A: Lagipula istilah Guanyin Dashi atau Baiyi Dashi sebenarnya adalah terjemahan dari bahasa Sansekerta ke dalam bahasa Tionghoa. “Guanyin Dashi” berarti “Avalokitesvara Mahasattva” dan “Baiyi Dashi” (Pek Ie Tai Su) berarti “Pandaravasini Mahasattva. “Dashi” (大士) adalah terjemahan bahasa Tionghoa dari Sansekerta “Mahasattva” (Makhluk Agung). Jadi istilah “Guanyin Dashi” dan “Baiyi Dashi” sebenarnya adalah sebutan yang bersifat Buddhis.

Q: Dikatakan bahwa cabang pohon Yang-liu (Willow) yang dibawa Guan Yin adalah pengaruh Taoisme. Kaum Taoist punya kebiasaan menggunakan dahan Yang-liu untuk memercikkan air dalam upacara mengusir roh – roh jahat, dan menyembuhkan penyakit. Apakah benar bahwa dahan willow adalah pengaruh Taois?
A: Ternyata tidak. Dalam Dharani Sutra of Invoking Bodhisattva Guanshiyin to Subdue and Eliminate Harmful Poison (Qing Guanshiyin Pusa Fudu Tuoluoni Jing) yang diterjemahkan oleh Zhunanti dari Dinasti Jin Timur (317-420 M). Sutra ini menjadi perhatian oleh pendiri Tiantai Zhiyi dan master-master Tiantai lainnya dari Dinasti Song. Sutra ini dibuka dengan utusan kerajaan Vaisali yang datang kepada Sang Buddha dan meminta pertolongan atas musibah penyakit menular yang menimpa masyarakat Vaisali yang diakibatkan oleh Yaksha. Sang Buddha kemudian menuruh mereka untuk menghormat pada Avalokitesvara dengan mempersembahkan dahan willow dan air suci (amrta) yang dapat mensucikan dan menyembuhkan. Avalokitesvara kemudian muncul di depan Sang Buddha dan melafalkan sebuah Dharani.
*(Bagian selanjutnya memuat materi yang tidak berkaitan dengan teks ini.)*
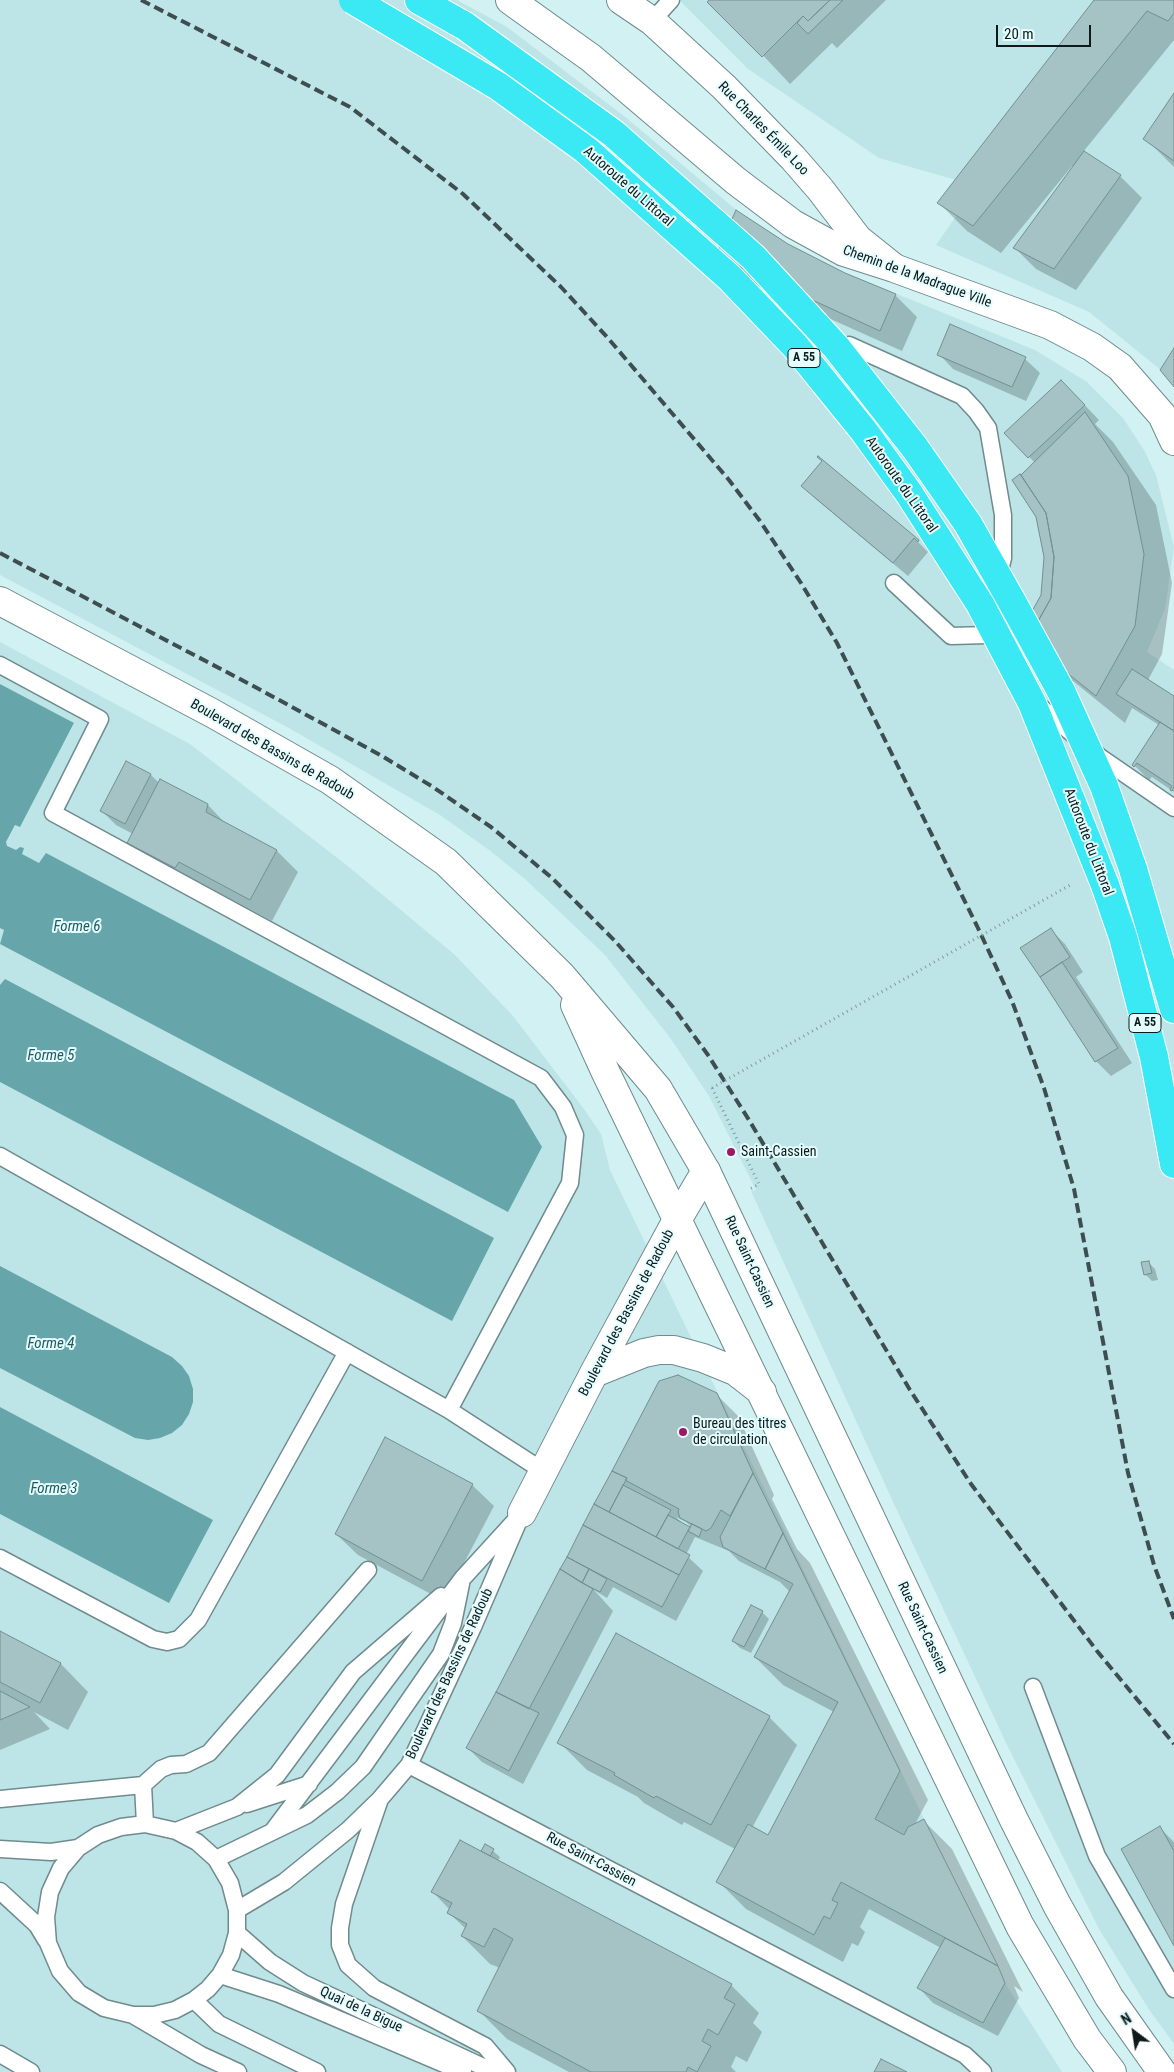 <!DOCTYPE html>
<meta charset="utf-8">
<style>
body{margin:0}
#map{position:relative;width:1174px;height:2072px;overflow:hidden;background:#d2f1f3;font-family:"Roboto Condensed",sans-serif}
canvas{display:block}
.north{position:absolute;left:1109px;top:2007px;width:50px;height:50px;-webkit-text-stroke:4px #e4fdff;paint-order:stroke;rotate:329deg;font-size:14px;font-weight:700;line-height:20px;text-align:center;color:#0e191a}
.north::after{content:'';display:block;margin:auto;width:18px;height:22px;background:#0e191a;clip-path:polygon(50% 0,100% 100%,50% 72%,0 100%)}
.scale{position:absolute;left:996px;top:25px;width:95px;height:22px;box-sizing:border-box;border:2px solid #0e191a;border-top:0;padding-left:6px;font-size:15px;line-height:18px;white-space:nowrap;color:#0e191a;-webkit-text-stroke:4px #e4fdff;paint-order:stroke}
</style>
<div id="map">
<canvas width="1174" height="2072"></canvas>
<div class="north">N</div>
<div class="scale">20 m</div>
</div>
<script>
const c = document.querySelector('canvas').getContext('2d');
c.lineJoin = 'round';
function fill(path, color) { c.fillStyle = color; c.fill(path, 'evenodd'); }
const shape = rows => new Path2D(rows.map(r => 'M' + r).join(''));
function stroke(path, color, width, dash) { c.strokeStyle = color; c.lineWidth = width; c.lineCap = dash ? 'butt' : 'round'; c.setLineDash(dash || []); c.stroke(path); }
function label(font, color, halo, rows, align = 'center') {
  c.font = font + ' "Roboto Condensed",sans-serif'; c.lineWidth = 4; c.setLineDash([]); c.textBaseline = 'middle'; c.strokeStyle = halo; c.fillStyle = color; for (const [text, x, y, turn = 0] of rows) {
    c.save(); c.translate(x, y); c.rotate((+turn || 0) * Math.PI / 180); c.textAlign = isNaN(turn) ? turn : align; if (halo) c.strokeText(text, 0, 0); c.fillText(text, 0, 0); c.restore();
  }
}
fill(shape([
 [0,0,457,0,507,27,624,116,740,213,788,244,845,273,1035,350,1087,382,1123,418,1144,450,1156,475,1174,547,1165,609,1147,652,1174,670,1174,2044,1148,2008,1099,1929,1007,1745,894,1504,751,1191,756,1190,709,1096,671,1039,605,955,525,879,489,850,440,815,287,727,0,575],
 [679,0,1174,0,1174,387,1161,370,1089,312,936,245,977,186,879,158,748,69],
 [0,642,190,744,349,867,455,955,513,1016,584,1109,601,1134,610,1170,924,1819,1005,1983,1062,2072,0,2072,0,892,16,851,6,846,6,842,16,824,20,826,74,724,0,684]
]), '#bde5e8');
fill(shape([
 [0,684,74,723,20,827,15,825,6,842,7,846,16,850,20,847,24,848,22,854,39,863,46,853,514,1100,542,1147,508,1212,0,944,4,930,0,928],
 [5,979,494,1238,452,1321,0,1082,0,985],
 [0,1266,172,1357,182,1366,189,1376,193,1389,193,1402,189,1414,182,1425,172,1433,160,1438,148,1440,135,1438,0,1368],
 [0,1407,213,1520,169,1603,0,1514]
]), '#66a6ab');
fill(shape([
 [711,0,886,0,837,48,832,43,790,84],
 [1096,0,1174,0,1174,40,1083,152,1120,176,1142,198,1076,290,1036,269,1015,248,1074,167,1072,166,1001,253,967,231,939,203],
 [1174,96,1174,167,1145,138],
 [788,245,844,274,895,295,917,317,902,351,739,278,718,256],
 [951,326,1025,359,1040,373,1026,401,953,369,939,354],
 [1076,396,1099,420,1095,424,1113,442,1156,505,1172,583,1162,654,1148,680,1174,697,1174,792,1152,777,1149,780,1134,765,1159,725,1132,708,1125,723,1073,681,1069,686,1042,595,1045,557,1037,516,1021,477,1035,463,1006,433],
 [802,486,914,538,928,552,908,576,817,500],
 [127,763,151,775,159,783,208,805,226,824,277,851,298,872,272,921,201,883,197,889,150,864,128,843,133,834,116,825,102,811],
 [1050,929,1065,944,1083,972,1076,977,1132,1063,1111,1076,1096,1061],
 [1148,1262,1155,1269,1158,1280,1152,1281,1145,1274],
 [660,1382,716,1394,738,1416,774,1495,772,1499,797,1549,810,1563,928,1800,914,1826,924,1821,952,1849,1023,1992,1014,1986,1019,1998,998,2036,933,2003,919,1988,941,1948,869,1909,860,1927,865,1932,858,1946,852,1943,843,1962,746,1909,718,1881,735,1849,684,1822,682,1825,644,1803,638,1797,587,1770,559,1742,769,1717,797,1745,752,1828,769,1836,834,1712,783,1685,755,1657,790,1592,780,1582,739,1561,729,1551,695,1537,686,1555,703,1571,676,1621,613,1587,607,1598,594,1590,613,1611,523,1784,482,1762,468,1748],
 [676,1517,686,1522,695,1530,685,1526],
 [472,1485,494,1506,444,1601,358,1555,336,1534],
 [762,1612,769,1619,751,1653,740,1648,733,1641],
 [0,1632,61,1664,88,1692,68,1730,34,1712,50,1729,0,1750],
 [1160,1828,1174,1842,1174,1943],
 [486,1845,500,1857,498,1861,731,1985,759,2013,753,2023,762,2032,747,2062,736,2056,731,2067,736,2072,569,2072,507,2039,479,2011,500,1968,490,1964,462,1936,466,1929,449,1913,450,1910,432,1891,482,1853]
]), '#0003');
const building = shape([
 [709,0,830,0,808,21,803,16,762,57,707,2,709,0],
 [830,0,843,0,808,34,797,23,803,16,808,21,830,0],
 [1094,0,1174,0,1174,13,1168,21,1147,11,973,226,937,203,1094,0],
 [1174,93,1174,161,1143,139,1174,93],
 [1084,151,1121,175,1054,269,1013,248,1084,151],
 [736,210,788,244,845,273,896,294,880,331,716,256,736,210],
 [950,324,1026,357,1012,387,937,355,950,324],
 [1174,348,1174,387,1160,370,1174,348],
 [1061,380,1085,405,1028,458,1004,433,1061,380],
 [1085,412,1128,476,1144,554,1135,626,1096,696,1027,641,1051,598,1054,557,1046,513,1021,475,1085,412],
 [818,456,919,540,918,542,914,538,893,563,801,486,822,461,817,457,818,456],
 [1020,474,1046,513,1054,557,1051,598,1027,641,1019,635,1041,595,1044,557,1036,517,1012,480,1020,474],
 [1132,669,1174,696,1174,731,1116,694,1132,669],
 [1160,722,1174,731,1174,787,1172,791,1170,790,1172,786,1137,763,1134,767,1132,765,1160,722],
 [126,761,151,774,125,824,100,811,126,761],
 [160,779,208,804,206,812,277,850,250,900,179,862,175,868,127,843,160,779],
 [1051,928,1070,957,1040,977,1020,948,1051,928],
 [1062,962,1118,1048,1095,1062,1040,977,1062,962],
 [1149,1261,1152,1273,1144,1275,1141,1262,1149,1261],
 [678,1375,717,1393,753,1473,730,1516,721,1510,711,1528,706,1531,680,1518,678,1512,679,1509,625,1480,627,1478,612,1471,659,1381,678,1375],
 [385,1437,473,1484,422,1581,335,1534,385,1437],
 [612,1471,627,1478,609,1512,594,1504,612,1471],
 [753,1473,783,1533,765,1569,723,1547,720,1537,753,1473],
 [623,1485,671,1510,656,1537,609,1512,623,1485],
 [594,1504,690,1555,679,1575,583,1525,594,1504],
 [668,1515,690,1527,678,1549,656,1537,668,1515],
 [692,1524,702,1529,699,1537,688,1531,692,1524],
 [583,1525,679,1575,662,1607,567,1557,583,1525],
 [783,1533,900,1771,875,1819,904,1835,908,1827,924,1819,998,1966,841,1882,832,1900,838,1903,830,1919,824,1916,814,1935,716,1882,748,1824,768,1835,838,1702,754,1657,793,1584,765,1569,783,1533],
 [567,1557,589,1569,582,1583,560,1569,567,1557],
 [560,1569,593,1589,529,1709,496,1692,560,1569],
 [589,1569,607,1579,600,1592,582,1583,589,1569],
 [751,1605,763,1611,744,1647,732,1641,751,1605],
 [0,1631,61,1663,40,1703,0,1682,0,1631],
 [616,1633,770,1716,711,1825,656,1796,654,1798,614,1775,615,1773,557,1743,616,1633],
 [0,1691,30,1707,0,1720,0,1691],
 [496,1692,539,1713,509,1771,466,1748,496,1692],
 [1160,1826,1174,1851,1174,1946,1121,1849,1160,1826],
 [460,1840,732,1984,724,1998,735,2004,718,2035,708,2029,702,2041,711,2046,697,2072,688,2067,686,2072,591,2072,477,2011,513,1939,494,1928,484,1947,461,1936,467,1924,447,1913,452,1903,431,1892,460,1840],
 [485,1844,494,1849,490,1856,481,1851,485,1844],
 [945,1938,998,1966,1005,1983,983,2023,917,1988,945,1938],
 [881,2059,907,2072,874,2072,881,2059]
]);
fill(building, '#a5c2c4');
stroke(building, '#739092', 1);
const service = shape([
 [652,21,671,0],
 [849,345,962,396,976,411,988,428,1003,515,1003,558,988,619],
 [894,583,951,636,987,635],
 [0,665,100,719,53,813,541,1078,563,1107,575,1135,570,1183,449,1410],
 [1037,704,1100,757,1174,808],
 [0,1156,449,1410,543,1471],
 [0,1558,153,1639,167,1642,179,1639,198,1620,347,1352],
 [1033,1687,1097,1856,1174,1989],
 [409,1765,965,2055,983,2072],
 [143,1785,145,1824],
 [0,1799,143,1785,161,1769,171,1765,186,1764,209,1753,368,1570],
 [379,1802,344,1904,340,1928,340,1945,348,1965,374,1988,485,2046,507,2072],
 [247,1804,309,1784],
 [176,1831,237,1807,277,1775,353,1672,441,1596],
 [272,1832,462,1579,514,1522],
 [0,1849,51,1852,78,1848,98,1835,121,1827,145,1824,176,1831,197,1842,216,1859,230,1883,237,1910,237,1933,231,1955,220,1975,208,1989,194,2000,175,2010,154,2015,133,2015,104,2008,79,1993,60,1971,48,1943,46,1917,50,1892,61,1868,78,1848],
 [216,1859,307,1815,337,1792,363,1767,441,1654,453,1623,461,1584],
 [0,1891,37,1925,46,1940],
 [237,1910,284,1882,348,1830,380,1799,409,1765,473,1627,522,1513],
 [237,1933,270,1962,303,1983,494,2072],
 [220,1975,279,1994,463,2072],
 [194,2000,219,2024,317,2072],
 [133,2015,201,2055,238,2072],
 [0,2054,31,2072]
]);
const minor = shape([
 [621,0,652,21,724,87,793,158,820,189,858,239,893,267],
 [594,1373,644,1353,659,1350,674,1350,703,1358,735,1371,762,1392],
 [522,1513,594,1373,677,1220,706,1171]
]);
const tertiary = shape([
 [510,0,591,58,736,181,793,224,844,252,894,268,1050,325,1092,347,1120,367,1162,415,1174,441],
 [0,601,212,713,330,780,446,862,562,976,658,1089,706,1171,1014,1820,1057,1905,1109,1997,1162,2072],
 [575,1005,606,1073,1020,1926,1087,2039,1112,2072]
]);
const motorway = shape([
 [419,0,465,26],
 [1133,869,1174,1009],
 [1105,885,1123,937,1154,1057,1174,1164]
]);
stroke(service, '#6f8b8d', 19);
stroke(minor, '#6f8b8d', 30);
stroke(tertiary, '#6f8b8d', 30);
stroke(motorway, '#fff', 30);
stroke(shape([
 [712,1088,759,1184,748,1190]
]), '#839a9c', 3, [1, 4]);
stroke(service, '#fff', 16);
stroke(minor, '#fff', 28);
stroke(tertiary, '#fff', 28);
stroke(motorway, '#3be9f5', 28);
stroke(shape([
 [141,0,350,107,463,194,561,287,607,337,729,480,760,521,801,583,837,643,977,926,1012,1001,1044,1088,1074,1189,1128,1473,1154,1565,1174,1619],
 [0,553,257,688,382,756,433,787,491,827,552,878,615,941,673,1007,708,1055,749,1120,910,1390,971,1484,1097,1651,1174,1744]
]), '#3e4e50', 4, [10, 5]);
const motorwayBridge = shape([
 [353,0,498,86,586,150,730,278,795,346,863,430,908,492,980,604,1032,703,1105,885],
 [465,26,614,134,753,257,836,347,915,448,968,524,1011,600,1061,691,1104,786,1133,869]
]);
stroke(motorwayBridge, '#fff', 30, []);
stroke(shape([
 [712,1088,1072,884]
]), '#839a9c', 3, [1, 4]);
stroke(motorwayBridge, '#3be9f5', 28);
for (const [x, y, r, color] of [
 [731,1152,5,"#9f1664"],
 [683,1432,5,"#9f1664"]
]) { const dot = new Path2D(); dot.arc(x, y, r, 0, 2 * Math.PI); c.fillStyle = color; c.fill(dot); stroke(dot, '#e4fdff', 2); }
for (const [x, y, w] of [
 [804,358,32],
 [1145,1023,32]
]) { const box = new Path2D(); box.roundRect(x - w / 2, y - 9.5, w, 19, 4); c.fillStyle = '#e4fdff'; c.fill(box); stroke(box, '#0e191a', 1); }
label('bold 12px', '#0e191a', null, [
 ["A 55",804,358],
 ["A 55",1145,1023]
]);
label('14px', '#0e191a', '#e4fdff', [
 ["Rue Charles Émile Loo",763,129,46],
 ["Autoroute du Littoral",628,187,41],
 ["Chemin de la Madrague Ville",917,277,20],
 ["Autoroute du Littoral",901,485,55],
 ["Boulevard des Bassins de Radoub",272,750,30],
 ["Autoroute du Littoral",1088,842,69],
 ["Rue Saint-Cassien",749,1262,65],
 ["Boulevard des Bassins de Radoub",627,1313,-62],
 ["Rue Saint-Cassien",922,1628,65],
 ["Boulevard des Bassins de Radoub",450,1674,-65],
 ["Rue Saint-Cassien",591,1860,28],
 ["Quai de la Bigue",361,2010,25]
]);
label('14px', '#0e191a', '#e4fdff', [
 ["Saint-Cassien",741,1152],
 ["Bureau des titres",693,1424],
 ["de circulation",693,1440]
], 'left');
label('italic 15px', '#23595e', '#e4fdff', [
 ["Forme 6",77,927],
 ["Forme 5",51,1056],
 ["Forme 4",51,1344],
 ["Forme 3",54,1489]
]);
</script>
Ketika seseorang melafalkan nama Avalokitesvara tiga kali dan Dharani-nya, maka seseorang akan terbebas dari segala mara bahaya. Dharani tersebut juga dapat mengunci mulut berbagai binatang buas dan iblis sehingga mererka tidal lagi berbahaya. Selain itu Dharani tersebut dapat menyelamatkan seseorang dari kebakaran (hujan yang diturunkan oleh raja naga akan memadamkan api), menyelamatkan seseorang dari kelaparan dan hukuman mati serta dari para pencuri dan racun. Bagi para perempuan, Dharani tersebut dapat membantu ketika seseorang kesulitan melahirkan. Ketika seseorang dengan tulus melafalkan Dharani tersebut, maka ia akan terbebas dari segala karma buruknya dan tidak akan terjatuh ke dalam 4 alam apaya.
Jadi jelas bahwa botol amrta dan dahan willow yang dipegang oleh Avalokitesvara adalah murni Buddhis.

 _/\_
The Siddha Wanderer

GandalfTheElder:
Q: Guanyin wanita berasal dari Dewi-dewi Taois seperti Bixia Yuanjun, Mazu dan Wusheng Laomu. Benarkah demikian?
A: Pemujaan Bixia Yuanjun sendiri baru muncul pada tahun 1008 M (Culture & State in Chinese History: Conventions, Accommodations, and Critiques), demikian  juga Mazu yang lahir pada tahun 960 M, kisahnya baru ditulis pada masa Dinasti Ming (1368-1644 M) yaitu dalam kitab Tianfei Xiansheng lu. Wusheng Laomu muncul pada masa Dinasti Ming yaitu dalam tulisan Luo Qing, orang Shandong yang hidup pada tahun 1443-1527 M serta sebuah teks yang muncul pada tahun 1212 M (Heterodoxy in Late Imperial China). Oleh orang-rang pada Dinasti Ming, Wusheng Laomu dianggap sebagai ibu dari Guanyin dan Xi Wangmu. (Carnival in China: A Reading of the Xingshi)
Sedangkan Guanyin dalam wujud wanita telah muncul di Tiongkok sejak diterjemahkannya Mahavairocana Sutra pada tahun 724 M, sekitar 300 tahun sebelum munculnya pemujaan terhadap Bixia Yuanjun, Mazu maupun Xi Wangmu. Dalam Mahavairocana Sutra disebutkan mengenai Pandaravasini sebagai “Ibu Avalokitesvara”, Tara dan Cundi sebagai “Ibu Wilayah Teratai”. Ketiga Bodhisattva wanita tersebut berada dalam bagian Avalokitesvara (Guanyin) dalam Mandala Garbhadhatu.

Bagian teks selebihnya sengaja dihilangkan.